Sunday, July 30, 2006

More Les

Saturday afternoon, driving home from the University of Houston where I visited the M.D. Anderson Library, I listened to a cassette of La Pistola y el Corazon, by Los Lobos. I bought it in 1990, on the same day I first saw Martin Scorcese’s Goodfellas, in which pistols also make an appearance. Like Blonde on Blonde and The Band, it’s an album I know almost by heart ("mi corazon"), and that’s peculiar because unlike most of the records produced by David Hidalgo, Cesar Rosas and Co., La Pistola is a collection of songs sung in Spanish, a language I don’t know. Why does one listen to – and respond to emotionally and come to love -- music with lyrics he cannot decipher?

In this case, part of the reason is the band’s musicianship, especially Hidalgo’s guitar and plaintive tenor. The songs are norteno, a form of Mexican acoustic music, mostly ballads, and the themes are timeless and heartbreaking -- lost love, love unrequited, love scorned. In English, the lyrics are clunky and trite. Here’s the final verse of the title song, as translated in the liner notes:

"The kisses that you gave me my love
Are the ones that are killing me
But my tears are now drying
With my pistol and my heart
And here as always I spend my life
With the pistol and the heart"

Canned sentiments, you might say. But in Spanish, the lines are filled with voluptuous long "o’s," 16 in six lines, three in the title words alone. Here, in Spanish, are the end words of the six lines quoted: "amor," "matando," "secando," "corazon," "la vida con," "corazon." Like Italian, Spanish is rich in open-mouthed voicings, ravishing vowels that make them a pleasure to hear and sing even when meaning is absent. They give pleasure to the mouth and ear.

I thought about this because I’ve been reading Les Murray’s Collected Poems and enjoying myself shamelessly even when I’m not certain what is going on. This reminds me that much of the best poetry, before it is anything else, is artfully arranged sound. Sense is not absent but neither does it insist on primacy of importance. Murray is not a hermetic poet, like Celan or Ungaretti, but he often uses Australian idioms and subject matter unfamiliar to many American readers.

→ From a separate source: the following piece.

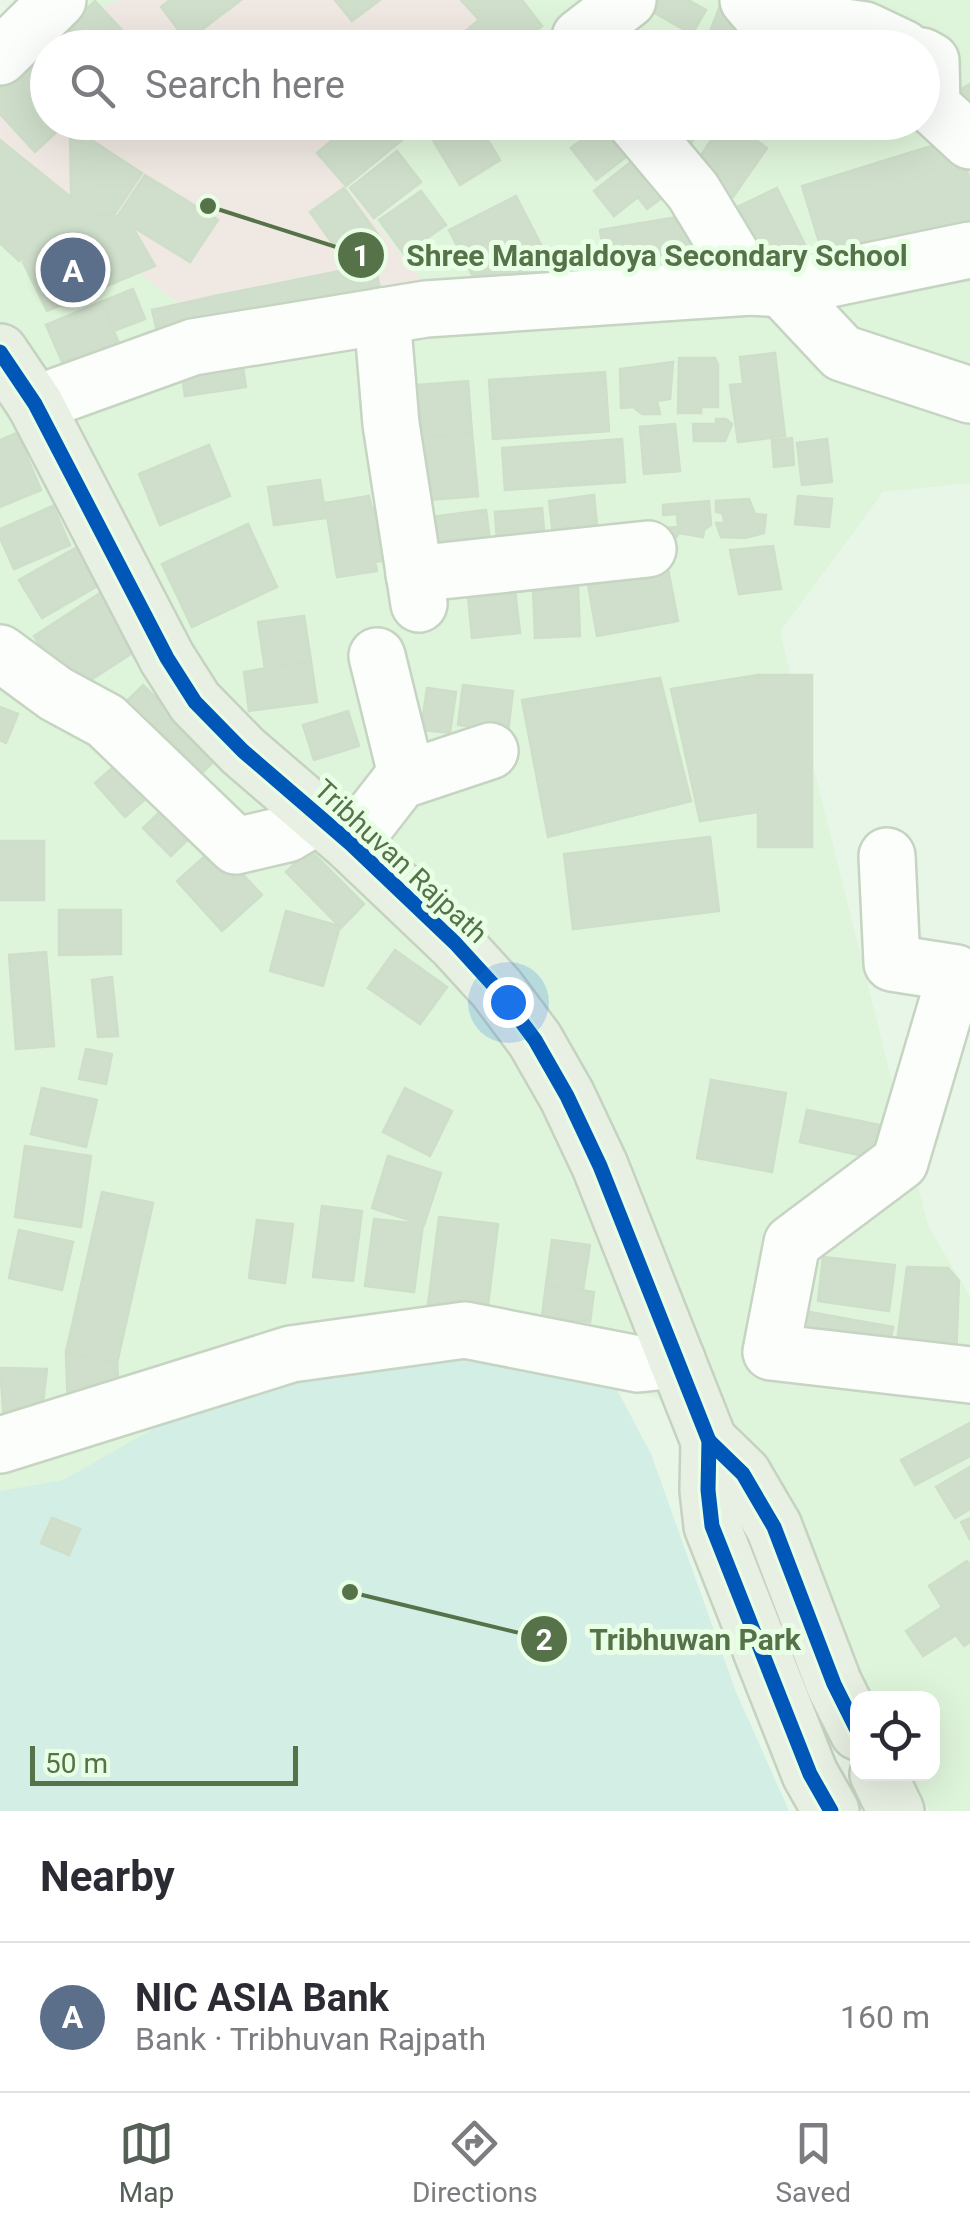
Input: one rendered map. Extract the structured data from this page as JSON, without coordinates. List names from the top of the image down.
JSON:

Here’s a Murray poem, "Performance," published originally in his 1996 volume, Subhuman Redneck Poems. On the first pass through this sonnet of sorts, listen to the middle portion as music, pure sound:

"I starred that night, I shone:
I was footwork and firework in one,

"a rocket that wriggled up and shot
darkness with a parasol of brilliants
and a peewee descant on a flung bit;
I was blusters of glitter-bombs expanding
to mantle and aurora from a crown,
I was fouéttes, falls of blazing paint,
para-flares spot-welding cloudy heaven,
loose gold off fierce toeholds of white,
a finale red-tongued as a haka leap:
that too was a butt of all right!"

"As usual after any triumph, I was
of course, inconsolable."

The poem contains two words I didn’t know ("fouettes," "haka") and several familiar words used in ways I didn’t recognize. But even on the first read I understood the sense of excitement and celebration contained in language so densely packed it threatens to burst like a rocket from its own energy – music to be listened to with my ears and "mi corazon."